For the string "canvas", search the entries below and copy every line where it appears.
____ Information supplied
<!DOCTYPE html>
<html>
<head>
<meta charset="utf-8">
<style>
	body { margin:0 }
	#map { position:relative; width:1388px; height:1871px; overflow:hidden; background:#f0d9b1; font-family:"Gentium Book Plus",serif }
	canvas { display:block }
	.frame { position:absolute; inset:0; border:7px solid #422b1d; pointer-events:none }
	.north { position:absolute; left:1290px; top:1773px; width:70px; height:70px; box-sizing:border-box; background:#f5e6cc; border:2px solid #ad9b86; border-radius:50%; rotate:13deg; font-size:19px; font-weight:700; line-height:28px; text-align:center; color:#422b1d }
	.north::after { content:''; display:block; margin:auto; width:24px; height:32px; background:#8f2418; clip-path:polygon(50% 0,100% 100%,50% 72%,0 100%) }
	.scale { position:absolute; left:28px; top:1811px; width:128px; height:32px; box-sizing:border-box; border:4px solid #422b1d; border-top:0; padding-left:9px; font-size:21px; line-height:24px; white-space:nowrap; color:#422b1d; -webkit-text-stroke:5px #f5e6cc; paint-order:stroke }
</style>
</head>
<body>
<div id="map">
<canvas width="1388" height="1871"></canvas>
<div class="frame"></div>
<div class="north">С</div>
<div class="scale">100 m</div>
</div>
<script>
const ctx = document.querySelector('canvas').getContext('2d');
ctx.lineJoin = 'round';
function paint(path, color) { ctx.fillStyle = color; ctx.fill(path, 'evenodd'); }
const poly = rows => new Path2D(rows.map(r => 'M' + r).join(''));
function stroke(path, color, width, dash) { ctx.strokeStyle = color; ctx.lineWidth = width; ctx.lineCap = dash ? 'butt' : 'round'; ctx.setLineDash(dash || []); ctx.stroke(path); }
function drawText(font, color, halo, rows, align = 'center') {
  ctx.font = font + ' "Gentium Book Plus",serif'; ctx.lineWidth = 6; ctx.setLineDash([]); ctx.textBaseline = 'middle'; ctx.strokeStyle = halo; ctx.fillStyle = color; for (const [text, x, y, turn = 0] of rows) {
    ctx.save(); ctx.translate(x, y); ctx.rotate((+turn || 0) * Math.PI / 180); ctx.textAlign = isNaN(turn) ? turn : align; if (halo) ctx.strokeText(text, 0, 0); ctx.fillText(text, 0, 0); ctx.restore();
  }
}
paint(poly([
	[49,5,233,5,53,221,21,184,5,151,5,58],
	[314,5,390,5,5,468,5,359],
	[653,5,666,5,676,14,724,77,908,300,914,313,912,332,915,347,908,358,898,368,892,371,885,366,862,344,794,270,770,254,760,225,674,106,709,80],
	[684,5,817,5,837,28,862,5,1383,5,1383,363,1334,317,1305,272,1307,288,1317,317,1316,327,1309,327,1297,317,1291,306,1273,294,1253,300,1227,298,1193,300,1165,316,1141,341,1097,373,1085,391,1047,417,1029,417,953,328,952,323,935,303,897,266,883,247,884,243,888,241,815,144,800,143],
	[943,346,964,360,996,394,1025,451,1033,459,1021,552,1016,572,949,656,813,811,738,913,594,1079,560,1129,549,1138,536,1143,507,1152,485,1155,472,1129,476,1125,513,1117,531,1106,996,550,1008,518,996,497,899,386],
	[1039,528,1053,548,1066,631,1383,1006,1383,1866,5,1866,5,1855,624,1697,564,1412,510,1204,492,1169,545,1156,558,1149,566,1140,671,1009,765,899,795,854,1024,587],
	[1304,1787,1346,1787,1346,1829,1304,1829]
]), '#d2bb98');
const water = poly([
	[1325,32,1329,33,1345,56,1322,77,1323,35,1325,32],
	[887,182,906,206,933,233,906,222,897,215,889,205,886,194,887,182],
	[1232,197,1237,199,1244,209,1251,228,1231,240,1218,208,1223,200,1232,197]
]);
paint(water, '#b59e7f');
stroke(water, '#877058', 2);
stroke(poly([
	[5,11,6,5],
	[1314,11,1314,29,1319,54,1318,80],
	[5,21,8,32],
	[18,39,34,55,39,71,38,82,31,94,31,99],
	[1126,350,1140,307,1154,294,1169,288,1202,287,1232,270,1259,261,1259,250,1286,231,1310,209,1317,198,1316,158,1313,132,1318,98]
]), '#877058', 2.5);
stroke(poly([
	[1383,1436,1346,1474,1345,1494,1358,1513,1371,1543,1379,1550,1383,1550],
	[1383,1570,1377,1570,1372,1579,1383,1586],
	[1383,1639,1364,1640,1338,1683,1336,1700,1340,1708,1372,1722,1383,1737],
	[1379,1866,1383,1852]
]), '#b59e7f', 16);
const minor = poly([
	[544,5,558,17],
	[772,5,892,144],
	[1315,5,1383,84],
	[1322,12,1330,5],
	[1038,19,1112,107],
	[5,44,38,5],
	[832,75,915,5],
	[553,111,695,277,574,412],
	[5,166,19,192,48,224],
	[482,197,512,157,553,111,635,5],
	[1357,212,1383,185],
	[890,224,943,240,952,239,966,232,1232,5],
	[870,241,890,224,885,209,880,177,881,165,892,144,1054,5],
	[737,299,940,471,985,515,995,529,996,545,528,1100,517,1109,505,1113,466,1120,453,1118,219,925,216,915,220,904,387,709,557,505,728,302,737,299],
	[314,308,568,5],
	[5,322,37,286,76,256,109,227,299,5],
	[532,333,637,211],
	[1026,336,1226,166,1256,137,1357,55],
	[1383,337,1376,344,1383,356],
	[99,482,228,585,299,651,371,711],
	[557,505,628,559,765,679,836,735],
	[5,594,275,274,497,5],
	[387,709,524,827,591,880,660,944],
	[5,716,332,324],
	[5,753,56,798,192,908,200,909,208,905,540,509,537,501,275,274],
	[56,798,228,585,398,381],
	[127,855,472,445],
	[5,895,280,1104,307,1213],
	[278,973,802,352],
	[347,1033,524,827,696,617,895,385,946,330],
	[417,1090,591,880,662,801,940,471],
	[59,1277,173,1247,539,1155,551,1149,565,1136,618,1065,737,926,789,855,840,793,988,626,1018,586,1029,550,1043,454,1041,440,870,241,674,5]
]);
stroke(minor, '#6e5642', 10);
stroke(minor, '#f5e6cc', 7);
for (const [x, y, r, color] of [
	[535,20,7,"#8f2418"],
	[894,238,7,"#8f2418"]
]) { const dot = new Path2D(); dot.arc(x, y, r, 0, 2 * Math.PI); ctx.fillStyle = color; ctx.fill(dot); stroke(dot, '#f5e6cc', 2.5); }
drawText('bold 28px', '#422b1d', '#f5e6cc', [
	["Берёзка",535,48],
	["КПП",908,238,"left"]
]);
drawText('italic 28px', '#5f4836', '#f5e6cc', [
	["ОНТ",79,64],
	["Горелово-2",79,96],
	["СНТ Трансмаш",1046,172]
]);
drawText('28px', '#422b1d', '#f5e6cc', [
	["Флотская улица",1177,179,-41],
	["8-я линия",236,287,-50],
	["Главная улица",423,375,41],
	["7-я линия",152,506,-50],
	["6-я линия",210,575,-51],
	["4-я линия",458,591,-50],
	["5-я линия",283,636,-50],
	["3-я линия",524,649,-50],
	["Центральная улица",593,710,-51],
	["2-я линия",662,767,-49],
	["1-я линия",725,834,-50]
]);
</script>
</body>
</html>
________
Written answer:
	canvas { display:block }
<canvas width="1388" height="1871"></canvas>
const ctx = document.querySelector('canvas').getContext('2d');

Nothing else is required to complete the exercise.